After start the guest, I can see this Mellanox device via lspci:
00:05.0 Ethernet controller [0200]: Mellanox Technologies MT27500/MT27520 Family [ConnectX-3/ConnectX-3 Pro Virtual Function] [15b3:1004]
Next, I installed Mellanox Ethernet driver from http://www.mellanox.com/page/products_dyn?product_family=27, since I pass the ports as Ethernet port in the mlx4_core.conf file
However, after I reboot the guest, the dmesg gives:
mlx4_core: Mellanox ConnectX core driver v2.4-1.0.0.1 (Feb 19 2015)
mlx4_core: Initializing 0000:00:05.0
mlx4_core 0000:00:05.0: setting latency timer to 64
mlx4_core 0000:00:05.0: Detected virtual function - running in slave mode
mlx4_core 0000:00:05.0: Sending reset
mlx4_core 0000:00:05.0: Sending vhcr0
mlx4_core 0000:00:05.0: Requested number of MACs is too much for port 1, reducing to 64.

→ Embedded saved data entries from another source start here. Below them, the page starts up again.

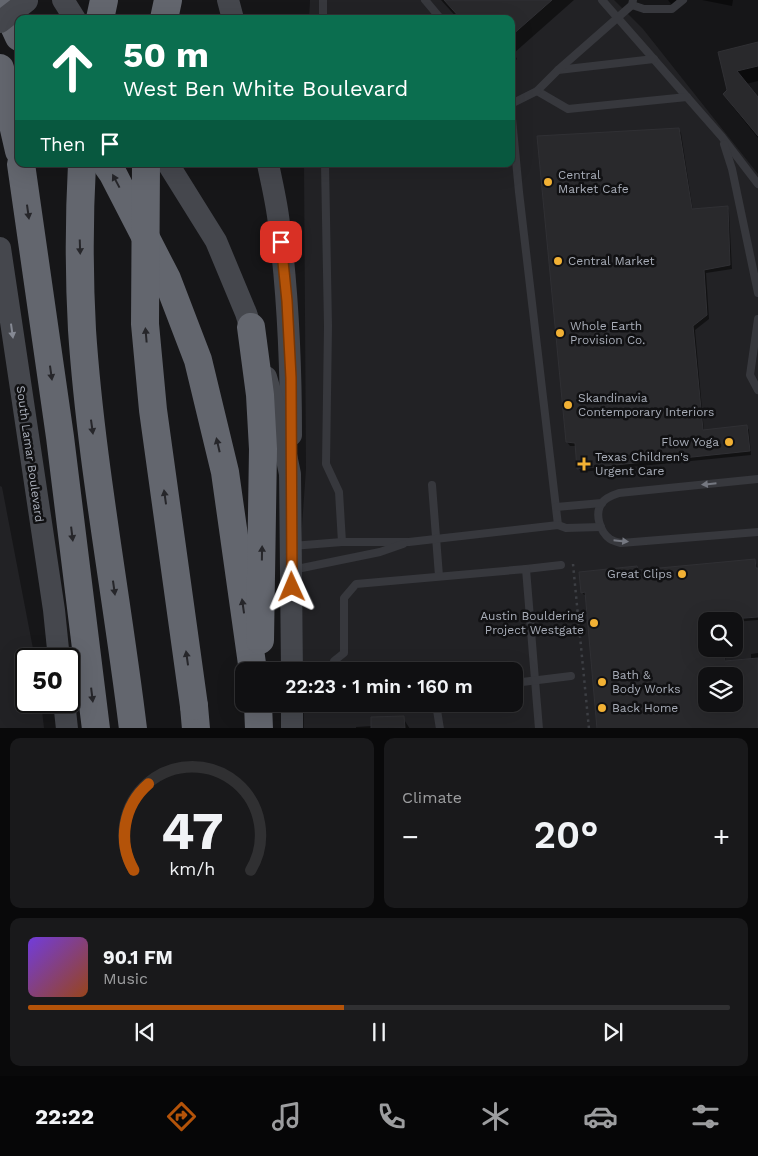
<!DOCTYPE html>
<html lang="en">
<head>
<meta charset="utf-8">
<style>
  body { margin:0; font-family:"Work Sans",sans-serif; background:#19191b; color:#f1f3f6; height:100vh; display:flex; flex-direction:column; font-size:19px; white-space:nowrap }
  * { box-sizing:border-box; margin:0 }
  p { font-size:16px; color:#9c9d9f }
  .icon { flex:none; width:28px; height:28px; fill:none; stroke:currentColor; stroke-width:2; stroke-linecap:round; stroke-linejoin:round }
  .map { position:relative; height:728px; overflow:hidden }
  .sheet { display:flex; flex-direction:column; gap:10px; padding:10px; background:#09090a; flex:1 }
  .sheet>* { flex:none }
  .guide { position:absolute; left:15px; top:15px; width:500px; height:152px; border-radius:10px; box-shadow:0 5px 20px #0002,0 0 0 1px #303032; background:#0b6e4f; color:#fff; overflow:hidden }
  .tools { position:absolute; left:698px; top:612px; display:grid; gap:10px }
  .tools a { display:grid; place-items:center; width:45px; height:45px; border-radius:10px; background:#101012; box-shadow:0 5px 20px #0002,0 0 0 1px #303032; font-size:25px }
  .speed { position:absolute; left:15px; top:648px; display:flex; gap:10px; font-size:25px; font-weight:700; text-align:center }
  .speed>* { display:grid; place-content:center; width:65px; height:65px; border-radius:50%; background:#101012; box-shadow:0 5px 20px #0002,0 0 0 1px #303032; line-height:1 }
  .speed .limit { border:2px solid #111; border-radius:8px; background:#fff; color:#111 }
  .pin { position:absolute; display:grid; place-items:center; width:42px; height:42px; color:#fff; margin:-21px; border-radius:10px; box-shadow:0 2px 8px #0006 }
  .me { position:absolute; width:55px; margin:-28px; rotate:359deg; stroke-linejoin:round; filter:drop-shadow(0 0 4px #0008) }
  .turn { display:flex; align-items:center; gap:18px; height:105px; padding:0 25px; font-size:22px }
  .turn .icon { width:65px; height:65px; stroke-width:2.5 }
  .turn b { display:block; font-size:35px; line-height:42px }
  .then { display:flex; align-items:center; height:48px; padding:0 25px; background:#0003; gap:10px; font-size:19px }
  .big { font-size:38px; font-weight:600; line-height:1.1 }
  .sheet .card { flex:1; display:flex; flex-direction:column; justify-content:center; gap:8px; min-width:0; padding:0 18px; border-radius:10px; background:#19191b }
  .sheet .dial { align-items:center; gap:0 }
  .dial svg { height:130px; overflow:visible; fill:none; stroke:#303032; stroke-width:7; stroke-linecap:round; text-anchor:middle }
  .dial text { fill:#f1f3f6; stroke:none }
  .song { display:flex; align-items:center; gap:15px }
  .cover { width:60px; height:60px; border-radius:8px; background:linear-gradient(135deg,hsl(260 70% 55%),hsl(20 70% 35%)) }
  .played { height:5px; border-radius:2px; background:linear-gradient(90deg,#b45309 45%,#303032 45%) }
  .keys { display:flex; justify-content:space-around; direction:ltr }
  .heat { display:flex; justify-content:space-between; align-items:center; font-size:28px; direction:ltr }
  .sheet .tiles { flex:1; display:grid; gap:10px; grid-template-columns:1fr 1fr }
  .card:last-child { grid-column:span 2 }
  .trip { position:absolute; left:235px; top:662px; width:288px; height:50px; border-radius:10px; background:#101012; box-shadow:0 5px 20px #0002,0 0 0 1px #303032; font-weight:600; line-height:50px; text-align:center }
  .menu { display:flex; height:80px; justify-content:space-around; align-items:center; background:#060607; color:#9c9d9f }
  .menu .icon { width:35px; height:35px }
  .menu .current { color:#b45309 }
  .menu b { font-size:22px; color:#f1f3f6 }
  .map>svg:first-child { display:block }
  .built { fill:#222225; fill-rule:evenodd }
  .shadow { fill:#0007; fill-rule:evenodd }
  .building { fill:#29292c; stroke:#303034; fill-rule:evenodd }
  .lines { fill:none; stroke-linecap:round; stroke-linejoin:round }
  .path { stroke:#3d3f44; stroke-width:2.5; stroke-dasharray:2.5 4; stroke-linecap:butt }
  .service { stroke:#37383d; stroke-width:8 }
  .secondary { stroke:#45474d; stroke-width:22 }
  .motorway { stroke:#63666e; stroke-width:28 }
  .secondary-bridge { stroke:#45474d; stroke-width:22 }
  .motorway-bridge { stroke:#63666e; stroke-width:28 }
  .oneway { fill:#26262a }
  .oneway2 { fill:#858993 }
  .oneway3 { fill:#757881 }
  .route-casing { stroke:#753606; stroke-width:12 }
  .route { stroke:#b45309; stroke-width:9 }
  .poi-dot { fill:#f2b134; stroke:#111113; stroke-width:2 }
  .labels { text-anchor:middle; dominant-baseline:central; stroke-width:5; stroke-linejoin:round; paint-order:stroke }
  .poi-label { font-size:12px; fill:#a8adb8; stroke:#111113; text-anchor:start }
  .street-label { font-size:12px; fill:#a8adb8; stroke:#111113 }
</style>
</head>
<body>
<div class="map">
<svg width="758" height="729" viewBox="0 0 758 729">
  <rect width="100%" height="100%" fill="#161618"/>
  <g class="built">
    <path d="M310,0H614L643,29L758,174V728H304V704H514V671H303L301,540L306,469L304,164H511V19H309ZM706,621H734V649H706ZM706,676H734V704H706Z"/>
    <polygon points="0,486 2,487 35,659 26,659 26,701 41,701 44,728 0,728"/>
  </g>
  <g class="shadow">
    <polygon points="441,0 574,0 514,53 517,59 511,65 511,19 458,19"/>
    <polygon points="668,0 684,0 681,6 671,4"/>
    <polygon points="702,0 733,0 732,6"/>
    <polygon points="758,44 758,81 746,84 758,99 758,138 733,107 725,94 729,91 720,52"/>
    <polygon points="679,130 681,133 693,211 727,207 729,211 732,269 706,273 709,319 695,330 704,431 747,427 749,430 751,455 581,472 578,468 576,446 570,446 567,442"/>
    <path d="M755,560L758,569V620L734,622L706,621V649H725L726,662L751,660V654L758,653V729H598L586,595H584L582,592L637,567L638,571ZM706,676H734V704H706Z"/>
    <polygon points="403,718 410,729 356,729 356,727 372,726"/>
  </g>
  <g class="building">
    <polygon points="444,0 552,0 511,36 511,19 461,19"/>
    <polygon points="758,42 758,66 737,71 758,97 758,136 723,94 727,90 718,52"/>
    <polygon points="679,128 692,209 728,206 730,265 704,270 707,315 693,326 703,430 747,425 750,451 577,469 575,443 566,442 537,136"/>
    <path d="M755,559L756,568H758V617L706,621V649H724L725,661L758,658V729H597L585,592L581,593L579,572L637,566L638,570ZM706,676H734V704H706Z"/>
    <polygon points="404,716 405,728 371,729 371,717"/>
  </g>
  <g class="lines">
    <polyline class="path" points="573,564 589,729"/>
    <g class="service">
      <polyline points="425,0 441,19"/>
      <polyline points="602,0 722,137 758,184"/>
      <polyline points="632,5 644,9 672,9 683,0"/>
      <polyline points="323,19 323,0"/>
      <polyline points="654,59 558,70 537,91 568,109 687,97"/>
      <polyline points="558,70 632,5 633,0"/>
      <polyline points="511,104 537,91"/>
      <polyline points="511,108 519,192 558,525"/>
      <polyline points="724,144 732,169 758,293"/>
      <polyline points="325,164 328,326 326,464 339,492 342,542"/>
      <polyline points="758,319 750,375 758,390"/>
      <path d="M758,479L619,493C613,495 605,498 602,503C594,513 600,532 610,539C613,541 617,542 621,543L758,532"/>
      <polyline points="432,485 439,576"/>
      <polyline points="556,507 602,503"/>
      <polyline points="292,546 342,542 409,542 558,525 566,528 601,527"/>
      <polyline points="526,569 561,565"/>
      <polyline points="292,570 380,552 403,544"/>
      <polyline points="332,671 334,661 344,653 344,598 356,584 526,569 539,729"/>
      <polyline points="514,683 571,676"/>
      <polyline points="436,704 440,729"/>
    </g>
    <g class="secondary">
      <polyline points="63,0 75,19"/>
      <polyline points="228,0 233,19"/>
      <polyline points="168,164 216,241 246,313 256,344"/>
      <path d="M268,164C272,184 277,204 279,224C288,294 291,365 291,435"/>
      <polyline points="0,248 54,610 59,659"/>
      <polyline points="266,377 280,426 290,474 292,671"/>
      <polyline points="64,701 67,729"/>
      <polyline points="292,704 292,729"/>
    </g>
    <g class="motorway">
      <polyline points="2,0 19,37"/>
      <polyline points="100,19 104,0"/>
      <polyline points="164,19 168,0"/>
      <polyline points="0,68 19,151"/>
      <polyline points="21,164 60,437 96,729"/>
      <path d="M82,164C79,219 79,275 82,330C91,463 117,596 133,729"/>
      <polyline points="106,164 113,174 167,279 198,360 225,472 253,671"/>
      <polyline points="251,327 260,395 263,449 260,640"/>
      <polyline points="258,704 259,729"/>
      <polyline points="194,706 196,729"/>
    </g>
    <polyline class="secondary-bridge" points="0,22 27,1"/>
    <polyline class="motorway-bridge" points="146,164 145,324 153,410 194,706"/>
  </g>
  <defs><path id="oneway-solid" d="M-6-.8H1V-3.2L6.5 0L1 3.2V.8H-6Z" transform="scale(1.25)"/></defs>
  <g class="oneway">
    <use href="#oneway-solid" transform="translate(116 181) rotate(-118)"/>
    <use href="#oneway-solid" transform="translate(28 212) rotate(82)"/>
    <use href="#oneway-solid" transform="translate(80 247) rotate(88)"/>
    <use href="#oneway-solid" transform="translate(146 335) rotate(-95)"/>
    <use href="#oneway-solid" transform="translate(51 373) rotate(82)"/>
    <use href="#oneway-solid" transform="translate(92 427) rotate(82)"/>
    <use href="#oneway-solid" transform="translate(218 445) rotate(-103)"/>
    <use href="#oneway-solid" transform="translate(165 497) rotate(-98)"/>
    <use href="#oneway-solid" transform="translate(72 534) rotate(83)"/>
    <use href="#oneway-solid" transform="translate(262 553) rotate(-89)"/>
    <use href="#oneway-solid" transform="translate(114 588) rotate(82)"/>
    <use href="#oneway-solid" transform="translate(243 606) rotate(-98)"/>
    <use href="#oneway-solid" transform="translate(187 658) rotate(-98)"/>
    <use href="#oneway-solid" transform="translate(92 695) rotate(83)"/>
  </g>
  <use class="oneway2" href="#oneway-solid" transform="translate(12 331) rotate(82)"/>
  <g class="oneway3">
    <use href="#oneway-solid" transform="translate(709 484) rotate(174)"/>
    <use href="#oneway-solid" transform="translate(621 541) rotate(6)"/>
  </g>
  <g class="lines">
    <g class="route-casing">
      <polyline id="route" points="281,242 287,301 291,378 292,587"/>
    </g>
    <use href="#route" class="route"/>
  </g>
  <g class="poi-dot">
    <circle cx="548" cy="182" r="5"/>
    <circle cx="558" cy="261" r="5"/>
    <circle cx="560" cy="333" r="5"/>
    <circle cx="568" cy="405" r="5"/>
    <circle cx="729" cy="442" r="5"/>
    <path d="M581.5 456.5h5v5h5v5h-5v5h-5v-5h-5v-5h5z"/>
    <circle cx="682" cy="574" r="5"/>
    <circle cx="594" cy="623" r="5"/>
    <circle cx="602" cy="682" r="5"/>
    <circle cx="602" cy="708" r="5"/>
  </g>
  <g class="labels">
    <g class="poi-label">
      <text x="558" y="175">Central<tspan x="558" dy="14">Market Cafe</tspan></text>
      <text x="568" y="261">Central Market</text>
      <text x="570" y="326">Whole Earth<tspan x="570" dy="14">Provision Co.</tspan></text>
      <text x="578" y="398">Skandinavia<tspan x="578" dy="14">Contemporary Interiors</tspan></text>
      <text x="719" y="442" text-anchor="end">Flow Yoga</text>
      <text x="595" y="457">Texas Children's<tspan x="595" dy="14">Urgent Care</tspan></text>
      <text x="672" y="574" text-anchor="end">Great Clips</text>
      <text x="584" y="616" text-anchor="end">Austin Bouldering<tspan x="584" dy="14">Project Westgate</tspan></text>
      <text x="612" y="675">Bath &amp;<tspan x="612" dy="14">Body Works</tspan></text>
      <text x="612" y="708">Back Home</text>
    </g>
    <g class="street-label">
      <text transform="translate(30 454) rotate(82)">South Lamar Boulevard</text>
    </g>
  </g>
</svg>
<div class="tools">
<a><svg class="icon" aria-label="search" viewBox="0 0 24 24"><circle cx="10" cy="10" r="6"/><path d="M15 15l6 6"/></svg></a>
<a><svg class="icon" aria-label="layers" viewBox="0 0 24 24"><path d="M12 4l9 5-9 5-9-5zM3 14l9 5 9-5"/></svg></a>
</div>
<div class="speed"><div class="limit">50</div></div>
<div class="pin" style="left:281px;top:242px;background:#d93025"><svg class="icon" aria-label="arrive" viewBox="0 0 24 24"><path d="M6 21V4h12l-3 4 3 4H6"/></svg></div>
<svg class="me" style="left:292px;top:587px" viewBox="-20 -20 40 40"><path d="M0-17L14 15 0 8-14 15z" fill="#b45309" stroke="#fff" stroke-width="4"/></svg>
<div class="trip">22:23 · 1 min · 160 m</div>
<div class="guide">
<div class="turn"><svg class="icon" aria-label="ahead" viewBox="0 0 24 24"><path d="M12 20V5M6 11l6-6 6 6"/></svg><div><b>50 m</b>West Ben White Boulevard</div></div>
<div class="then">Then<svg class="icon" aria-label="arrive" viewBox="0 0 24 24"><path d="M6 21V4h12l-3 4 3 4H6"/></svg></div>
</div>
</div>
<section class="sheet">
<div class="tiles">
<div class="card dial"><svg viewBox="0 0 100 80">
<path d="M14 69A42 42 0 1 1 86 69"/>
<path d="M14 69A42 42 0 0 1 23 16" stroke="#b45309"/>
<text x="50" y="56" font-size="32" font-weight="700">47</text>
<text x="50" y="72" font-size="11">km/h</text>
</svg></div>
<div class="card"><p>Climate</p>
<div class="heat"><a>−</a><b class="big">20°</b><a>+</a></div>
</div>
<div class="card">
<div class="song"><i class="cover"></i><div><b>90.1 FM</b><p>Music</p></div></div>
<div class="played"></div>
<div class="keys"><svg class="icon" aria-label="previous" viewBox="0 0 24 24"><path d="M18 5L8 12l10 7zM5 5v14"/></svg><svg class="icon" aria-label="pause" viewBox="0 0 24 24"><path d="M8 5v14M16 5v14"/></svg><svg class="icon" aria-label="next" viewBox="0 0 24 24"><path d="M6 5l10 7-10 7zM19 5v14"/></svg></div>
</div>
</div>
</section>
<nav class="menu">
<b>22:22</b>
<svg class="icon current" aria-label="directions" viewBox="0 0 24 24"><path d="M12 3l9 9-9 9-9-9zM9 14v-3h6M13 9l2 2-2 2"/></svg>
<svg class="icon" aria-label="music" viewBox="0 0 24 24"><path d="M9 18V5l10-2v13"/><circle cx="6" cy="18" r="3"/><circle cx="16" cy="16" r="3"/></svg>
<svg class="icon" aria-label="phone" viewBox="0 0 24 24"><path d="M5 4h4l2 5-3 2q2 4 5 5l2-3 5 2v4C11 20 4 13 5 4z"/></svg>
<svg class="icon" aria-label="climate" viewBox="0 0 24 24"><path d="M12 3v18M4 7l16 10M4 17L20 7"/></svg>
<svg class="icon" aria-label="car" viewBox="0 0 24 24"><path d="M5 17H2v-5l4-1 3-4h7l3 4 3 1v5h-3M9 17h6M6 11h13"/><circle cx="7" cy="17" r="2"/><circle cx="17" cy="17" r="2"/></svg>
<svg class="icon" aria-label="filters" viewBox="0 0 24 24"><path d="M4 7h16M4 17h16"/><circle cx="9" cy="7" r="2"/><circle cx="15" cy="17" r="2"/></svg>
</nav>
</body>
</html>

mlx4_core 0000:00:05.0: HCA minimum page size:512
mlx4_core 0000:00:05.0: Timestamping is not supported in slave mode.
alloc irq_desc for 24 on node -1
alloc kstat_irqs on node -1
mlx4_core 0000:00:05.0: irq 24 for MSI/MSI-X
alloc irq_desc for 25 on node -1
alloc kstat_irqs on node -1
mlx4_core 0000:00:05.0: irq 25 for MSI/MSI-X
mlx4_core 0000:00:05.0: communication channel command 0x31 timed out.
mlx4_core 0000:00:05.0: mlx4_enter_error_state: device is going to be reset
mlx4_core 0000:00:05.0: VF is sending reset request to Firmware.
mlx4_core 0000:00:05.0: VF Reset succeed, unloading VF driver.
mlx4_core 0000:00:05.0: mlx4_enter_error_state: device was reset successfully
mlx4_core 0000:00:05.0: mlx4_enter_error_state: end
mlx4_core 0000:00:05.0: NOP command failed to generate MSI-X interrupt IRQ 24).
mlx4_core 0000:00:05.0: Trying again without MSI-X.
mlx4_core 0000:00:05.0: Failed to close slave function.
mlx4_core: probe of 0000:00:05.0 failed with error -5
unload and load mlx4_core via modprobe with give similar message.
It appears to me the driver cannot be installed correctly on the guest. Please advice and many thanks in advance!